Later in the panel, Jason Carmel, the global creative data lead at VML, articulated the primary tension by highlighting his constant innovation fatigue.

“I’m so goddamn tired,” he said, jokingly. “Every 30 minutes, a new ‘innovation’ model comes out… I’m done, I’m DONE.” The exhaustion clearly resonated across the room.

Juan Martinez, senior business editor, Harvard Business Review; Jason Carmel, global creative data lead, VML; Lindsay Smith, CEO and founder, Takt; David Placek, founder and creative director, Lexicon Branding

Continuing on in the same candid vein, Jason addressed the realities of the panel’s title, ‘Selling the AI Dream’. Reflecting on the key challenges facing him and his team – to “make sense of it all so that we can then make sense for the people who hire us” – he suggested a solution that speaks to a deeper organisational challenge.

How do you build a culture where people can experiment without everyone burning out whilst trying to stay current? According to Jason, it isn’t more tools or more training; it’s structured permission to focus on specific areas, while trusting colleagues to cover others.

This panel stood out for its refreshing honesty. These weren’t consultants theorising about AI. David has built a proprietary language model and is using it with real clients. Lindsay Smith – founder and CEO of full-service creative agency, Takt – shipped a real product with real constraints. Jason is actually managing teams trying to figure out what to pay attention to. What distinguished the conversation was that none of the speakers were theorising from a distance. They were speaking from the exhaustion, uncertainty, and incremental wins of actually implementing these systems in real time.

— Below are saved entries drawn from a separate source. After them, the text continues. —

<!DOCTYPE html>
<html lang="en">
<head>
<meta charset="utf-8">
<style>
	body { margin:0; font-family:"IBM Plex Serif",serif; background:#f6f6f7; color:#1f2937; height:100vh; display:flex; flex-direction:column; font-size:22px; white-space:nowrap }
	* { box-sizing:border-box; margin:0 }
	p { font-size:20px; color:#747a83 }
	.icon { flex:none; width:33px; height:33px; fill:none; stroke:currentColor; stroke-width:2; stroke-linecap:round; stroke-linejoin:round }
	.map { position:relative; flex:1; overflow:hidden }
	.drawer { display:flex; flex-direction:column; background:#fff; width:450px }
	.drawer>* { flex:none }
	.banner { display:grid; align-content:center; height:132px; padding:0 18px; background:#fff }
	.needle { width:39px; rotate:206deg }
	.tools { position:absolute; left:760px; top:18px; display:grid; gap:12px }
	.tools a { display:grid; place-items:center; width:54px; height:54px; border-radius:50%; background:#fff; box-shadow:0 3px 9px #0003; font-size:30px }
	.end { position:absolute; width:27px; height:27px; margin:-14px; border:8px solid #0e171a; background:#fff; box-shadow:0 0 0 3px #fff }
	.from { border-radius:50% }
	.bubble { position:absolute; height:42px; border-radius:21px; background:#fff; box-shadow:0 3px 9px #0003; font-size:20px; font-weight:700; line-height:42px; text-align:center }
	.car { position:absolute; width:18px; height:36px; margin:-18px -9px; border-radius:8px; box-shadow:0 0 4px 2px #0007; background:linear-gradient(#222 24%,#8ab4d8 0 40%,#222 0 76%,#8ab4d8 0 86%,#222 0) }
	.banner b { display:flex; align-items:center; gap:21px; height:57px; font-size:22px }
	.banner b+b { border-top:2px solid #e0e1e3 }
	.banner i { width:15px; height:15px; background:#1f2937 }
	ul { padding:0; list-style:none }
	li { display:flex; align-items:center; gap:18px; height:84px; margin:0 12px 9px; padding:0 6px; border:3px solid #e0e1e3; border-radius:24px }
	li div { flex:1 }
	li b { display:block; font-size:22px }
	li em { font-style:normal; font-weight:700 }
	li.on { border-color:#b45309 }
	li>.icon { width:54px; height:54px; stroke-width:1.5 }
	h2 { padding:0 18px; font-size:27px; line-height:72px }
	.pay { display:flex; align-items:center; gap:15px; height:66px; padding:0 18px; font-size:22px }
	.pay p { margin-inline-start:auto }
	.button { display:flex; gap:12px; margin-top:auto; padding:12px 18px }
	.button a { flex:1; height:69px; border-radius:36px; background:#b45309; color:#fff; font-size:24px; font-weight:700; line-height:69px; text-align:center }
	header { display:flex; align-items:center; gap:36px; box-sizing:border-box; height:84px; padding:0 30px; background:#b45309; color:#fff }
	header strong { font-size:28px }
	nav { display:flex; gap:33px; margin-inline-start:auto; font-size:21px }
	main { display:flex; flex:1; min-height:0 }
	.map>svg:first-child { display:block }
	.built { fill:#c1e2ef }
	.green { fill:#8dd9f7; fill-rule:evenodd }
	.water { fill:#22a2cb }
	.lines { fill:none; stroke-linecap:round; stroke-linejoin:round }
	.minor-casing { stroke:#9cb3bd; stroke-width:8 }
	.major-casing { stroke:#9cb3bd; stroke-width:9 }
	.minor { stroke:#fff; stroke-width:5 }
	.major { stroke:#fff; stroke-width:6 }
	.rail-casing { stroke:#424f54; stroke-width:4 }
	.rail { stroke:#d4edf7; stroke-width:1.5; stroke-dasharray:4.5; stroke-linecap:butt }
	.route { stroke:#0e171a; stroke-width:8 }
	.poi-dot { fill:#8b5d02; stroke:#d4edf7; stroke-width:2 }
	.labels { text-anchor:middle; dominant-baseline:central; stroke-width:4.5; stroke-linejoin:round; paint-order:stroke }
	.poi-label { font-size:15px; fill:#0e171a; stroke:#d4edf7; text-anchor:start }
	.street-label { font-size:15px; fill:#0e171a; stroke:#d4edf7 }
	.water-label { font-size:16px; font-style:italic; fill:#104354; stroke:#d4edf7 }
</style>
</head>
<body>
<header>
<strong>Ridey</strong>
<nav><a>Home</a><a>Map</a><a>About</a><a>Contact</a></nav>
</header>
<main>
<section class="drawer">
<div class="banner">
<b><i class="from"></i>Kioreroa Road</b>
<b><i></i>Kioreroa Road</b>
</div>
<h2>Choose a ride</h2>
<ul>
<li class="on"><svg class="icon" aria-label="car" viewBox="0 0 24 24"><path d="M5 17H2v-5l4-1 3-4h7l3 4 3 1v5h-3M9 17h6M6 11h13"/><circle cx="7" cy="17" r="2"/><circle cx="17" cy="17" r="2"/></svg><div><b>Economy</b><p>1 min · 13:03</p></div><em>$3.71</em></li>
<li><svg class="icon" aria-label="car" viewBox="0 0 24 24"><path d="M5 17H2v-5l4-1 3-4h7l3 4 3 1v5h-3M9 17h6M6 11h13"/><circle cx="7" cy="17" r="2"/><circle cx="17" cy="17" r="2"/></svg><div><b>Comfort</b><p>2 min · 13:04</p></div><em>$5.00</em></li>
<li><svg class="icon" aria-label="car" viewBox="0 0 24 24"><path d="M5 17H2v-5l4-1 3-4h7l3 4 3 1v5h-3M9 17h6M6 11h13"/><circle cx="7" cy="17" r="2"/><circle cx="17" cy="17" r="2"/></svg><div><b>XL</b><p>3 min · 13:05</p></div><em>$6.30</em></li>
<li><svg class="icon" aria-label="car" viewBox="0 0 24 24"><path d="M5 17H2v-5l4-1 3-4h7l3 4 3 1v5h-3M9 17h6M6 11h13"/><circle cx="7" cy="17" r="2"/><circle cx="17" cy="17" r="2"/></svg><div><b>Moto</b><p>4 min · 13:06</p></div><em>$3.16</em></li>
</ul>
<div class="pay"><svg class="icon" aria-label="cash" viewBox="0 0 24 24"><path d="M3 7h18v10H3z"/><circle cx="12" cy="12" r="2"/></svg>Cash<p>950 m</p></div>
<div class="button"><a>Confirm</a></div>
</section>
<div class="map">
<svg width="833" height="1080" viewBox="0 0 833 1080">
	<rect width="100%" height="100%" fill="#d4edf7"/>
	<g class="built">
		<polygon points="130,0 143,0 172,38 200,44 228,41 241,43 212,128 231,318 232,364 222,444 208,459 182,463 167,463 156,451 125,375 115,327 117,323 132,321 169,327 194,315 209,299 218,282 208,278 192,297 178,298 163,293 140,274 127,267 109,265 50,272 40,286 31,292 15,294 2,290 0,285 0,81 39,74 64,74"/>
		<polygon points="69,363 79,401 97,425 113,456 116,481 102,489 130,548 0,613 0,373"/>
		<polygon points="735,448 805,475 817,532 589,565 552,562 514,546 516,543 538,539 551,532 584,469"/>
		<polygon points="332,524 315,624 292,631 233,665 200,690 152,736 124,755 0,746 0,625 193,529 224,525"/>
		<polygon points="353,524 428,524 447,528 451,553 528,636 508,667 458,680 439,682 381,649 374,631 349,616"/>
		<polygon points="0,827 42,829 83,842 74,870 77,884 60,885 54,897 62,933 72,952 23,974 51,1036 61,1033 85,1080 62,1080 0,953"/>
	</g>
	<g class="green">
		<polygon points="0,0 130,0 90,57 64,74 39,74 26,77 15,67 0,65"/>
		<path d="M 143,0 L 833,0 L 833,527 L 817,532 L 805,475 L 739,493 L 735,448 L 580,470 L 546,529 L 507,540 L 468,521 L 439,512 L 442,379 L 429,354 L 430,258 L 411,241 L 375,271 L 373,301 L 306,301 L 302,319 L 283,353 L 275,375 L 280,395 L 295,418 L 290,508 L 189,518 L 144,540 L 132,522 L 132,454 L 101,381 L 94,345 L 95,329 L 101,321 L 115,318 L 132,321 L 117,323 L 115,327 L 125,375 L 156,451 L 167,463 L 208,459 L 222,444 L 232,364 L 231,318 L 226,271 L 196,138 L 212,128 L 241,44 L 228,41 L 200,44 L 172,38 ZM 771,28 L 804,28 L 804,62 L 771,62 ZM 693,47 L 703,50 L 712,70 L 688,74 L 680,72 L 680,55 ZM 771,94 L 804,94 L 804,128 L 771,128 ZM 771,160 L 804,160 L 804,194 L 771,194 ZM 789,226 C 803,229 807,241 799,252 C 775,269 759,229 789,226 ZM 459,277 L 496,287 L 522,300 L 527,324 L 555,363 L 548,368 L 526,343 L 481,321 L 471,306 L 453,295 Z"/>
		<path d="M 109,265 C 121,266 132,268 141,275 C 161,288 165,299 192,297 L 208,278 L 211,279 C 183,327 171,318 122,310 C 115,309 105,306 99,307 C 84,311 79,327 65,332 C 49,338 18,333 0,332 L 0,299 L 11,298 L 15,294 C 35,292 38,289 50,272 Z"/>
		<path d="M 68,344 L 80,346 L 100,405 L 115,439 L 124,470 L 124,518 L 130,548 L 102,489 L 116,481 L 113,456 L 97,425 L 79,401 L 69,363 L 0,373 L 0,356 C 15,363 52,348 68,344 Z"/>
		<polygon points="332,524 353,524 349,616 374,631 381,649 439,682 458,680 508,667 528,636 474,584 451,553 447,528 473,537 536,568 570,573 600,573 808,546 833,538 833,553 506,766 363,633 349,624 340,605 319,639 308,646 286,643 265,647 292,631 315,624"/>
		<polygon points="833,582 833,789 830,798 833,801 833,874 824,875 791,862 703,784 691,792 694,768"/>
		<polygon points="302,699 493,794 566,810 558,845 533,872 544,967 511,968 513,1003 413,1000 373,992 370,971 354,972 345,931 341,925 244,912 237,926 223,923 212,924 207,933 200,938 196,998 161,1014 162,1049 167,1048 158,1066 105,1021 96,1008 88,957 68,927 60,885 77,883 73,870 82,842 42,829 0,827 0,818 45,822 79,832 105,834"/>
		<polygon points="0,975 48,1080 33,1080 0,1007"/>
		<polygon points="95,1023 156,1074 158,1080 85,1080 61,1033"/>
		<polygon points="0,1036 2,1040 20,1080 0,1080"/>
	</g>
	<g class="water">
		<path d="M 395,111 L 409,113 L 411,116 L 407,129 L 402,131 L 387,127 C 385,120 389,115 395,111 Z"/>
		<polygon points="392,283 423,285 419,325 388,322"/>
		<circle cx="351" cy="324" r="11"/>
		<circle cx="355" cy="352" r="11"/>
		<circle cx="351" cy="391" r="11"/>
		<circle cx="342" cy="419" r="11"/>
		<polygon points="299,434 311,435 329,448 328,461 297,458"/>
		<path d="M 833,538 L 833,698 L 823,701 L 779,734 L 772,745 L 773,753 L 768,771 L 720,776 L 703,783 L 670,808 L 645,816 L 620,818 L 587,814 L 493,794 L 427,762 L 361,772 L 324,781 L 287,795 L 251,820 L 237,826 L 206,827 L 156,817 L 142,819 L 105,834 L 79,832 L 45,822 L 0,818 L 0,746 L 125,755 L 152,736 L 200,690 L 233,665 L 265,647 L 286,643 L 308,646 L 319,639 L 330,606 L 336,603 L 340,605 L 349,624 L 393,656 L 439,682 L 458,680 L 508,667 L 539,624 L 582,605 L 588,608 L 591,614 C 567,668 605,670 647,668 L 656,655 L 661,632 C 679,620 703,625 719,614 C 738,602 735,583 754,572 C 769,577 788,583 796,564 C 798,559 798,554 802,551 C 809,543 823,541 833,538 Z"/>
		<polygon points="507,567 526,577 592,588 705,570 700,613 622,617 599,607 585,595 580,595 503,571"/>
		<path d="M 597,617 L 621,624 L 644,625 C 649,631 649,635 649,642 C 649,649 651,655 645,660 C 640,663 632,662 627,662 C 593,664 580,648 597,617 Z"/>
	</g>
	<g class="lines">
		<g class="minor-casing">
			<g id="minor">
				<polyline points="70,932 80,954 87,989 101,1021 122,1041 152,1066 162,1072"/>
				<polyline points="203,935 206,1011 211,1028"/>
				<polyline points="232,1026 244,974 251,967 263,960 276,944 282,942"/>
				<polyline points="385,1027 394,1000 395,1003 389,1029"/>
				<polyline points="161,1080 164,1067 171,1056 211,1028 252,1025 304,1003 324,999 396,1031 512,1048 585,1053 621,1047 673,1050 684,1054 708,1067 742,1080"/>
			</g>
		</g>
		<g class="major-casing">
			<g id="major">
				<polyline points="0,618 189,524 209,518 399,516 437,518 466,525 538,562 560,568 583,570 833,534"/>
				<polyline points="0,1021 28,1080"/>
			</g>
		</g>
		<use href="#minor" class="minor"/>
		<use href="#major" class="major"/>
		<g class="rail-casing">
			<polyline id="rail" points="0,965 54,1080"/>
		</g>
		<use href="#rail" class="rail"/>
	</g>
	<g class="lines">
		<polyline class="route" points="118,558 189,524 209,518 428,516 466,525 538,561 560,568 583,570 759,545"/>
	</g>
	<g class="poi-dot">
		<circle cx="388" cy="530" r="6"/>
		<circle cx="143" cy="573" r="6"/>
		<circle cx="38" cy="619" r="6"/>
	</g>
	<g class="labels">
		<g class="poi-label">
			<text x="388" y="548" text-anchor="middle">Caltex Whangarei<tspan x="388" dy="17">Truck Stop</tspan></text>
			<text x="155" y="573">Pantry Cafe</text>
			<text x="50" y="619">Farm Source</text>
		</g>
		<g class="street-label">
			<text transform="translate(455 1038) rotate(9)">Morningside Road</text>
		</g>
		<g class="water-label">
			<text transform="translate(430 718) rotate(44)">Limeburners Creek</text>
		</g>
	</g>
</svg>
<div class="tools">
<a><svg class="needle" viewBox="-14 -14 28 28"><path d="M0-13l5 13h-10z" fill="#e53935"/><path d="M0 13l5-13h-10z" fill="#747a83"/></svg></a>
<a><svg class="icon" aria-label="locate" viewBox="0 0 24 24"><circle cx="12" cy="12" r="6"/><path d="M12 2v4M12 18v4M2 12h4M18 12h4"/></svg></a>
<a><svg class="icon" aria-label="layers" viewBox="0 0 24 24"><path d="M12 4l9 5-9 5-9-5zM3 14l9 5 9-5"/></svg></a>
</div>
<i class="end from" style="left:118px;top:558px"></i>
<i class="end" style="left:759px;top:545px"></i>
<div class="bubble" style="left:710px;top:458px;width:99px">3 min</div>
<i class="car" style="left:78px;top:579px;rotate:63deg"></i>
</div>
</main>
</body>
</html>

All three pointed toward their lived experience of AI success, which they say depends less on the technology, and more on organisational discipline, clear business problems to solve, and realistic timelines. The agencies and brands winning are being strategic about what they test, and why.

Creativity over Conformity

Another stand out moment came from a discussion between OpenAI head of business, creative, Andrew McKechnie, and SYLVAIN chief strategy officer, Chris Konya. Moderated by Amy Nordrum, executive editor of the MIT Technology Review, the ‘Creativity over Conformity’ panel focused on the importance of cultivating creativity within companies, particularly in the early stages of building a product or brand.

Andrew and Chris highlighted how the current environment of chaos, disruption, and fear poses challenges to the creative process, which requires sustained focus, courage, and resilience. They also emphasised the goal of balancing immediate tactical needs with building a team that can think long-term and connect the dots for the future.

As part of this, the speakers explored the role of best practices and data from past campaigns, noting that while these can provide helpful frameworks, they should not limit creativity. Notably, both believed in using AI tools to enhance the creative process, especially for things such as automating repetitive tasks and introducing diverse perspectives. However, they also acknowledged that certain aspects of human creativity, such as the emotional connection and the joy of the creative process, cannot be fully replicated by AI.

OpenAI head of business, creative, Andrew McKechnie, and SYLVAIN chief strategy officer, Chris Konya

Andrew admitted he spends a lot of time “thinking about how humans react to things, as a way to guide a creative process or an idea” and acknowledged that “the act of making is still very much alive.”

Overall, the discussion highlighted the importance of cultivating a culture that embraces creativity, adaptability, and a long-term perspective, particularly in the face of rapid technological and environmental changes.

Across the summit’s stages, one message became increasingly clear: the conversation around AI is maturing. The industry’s fixation on scale and disruption remains, but it is now being tempered by harder questions around sovereignty, sustainability, trust, labour, and human creativity. From my vantage point, Web Summit Vancouver 2026 suggested the next era will be shaped by accountability as much as innovation.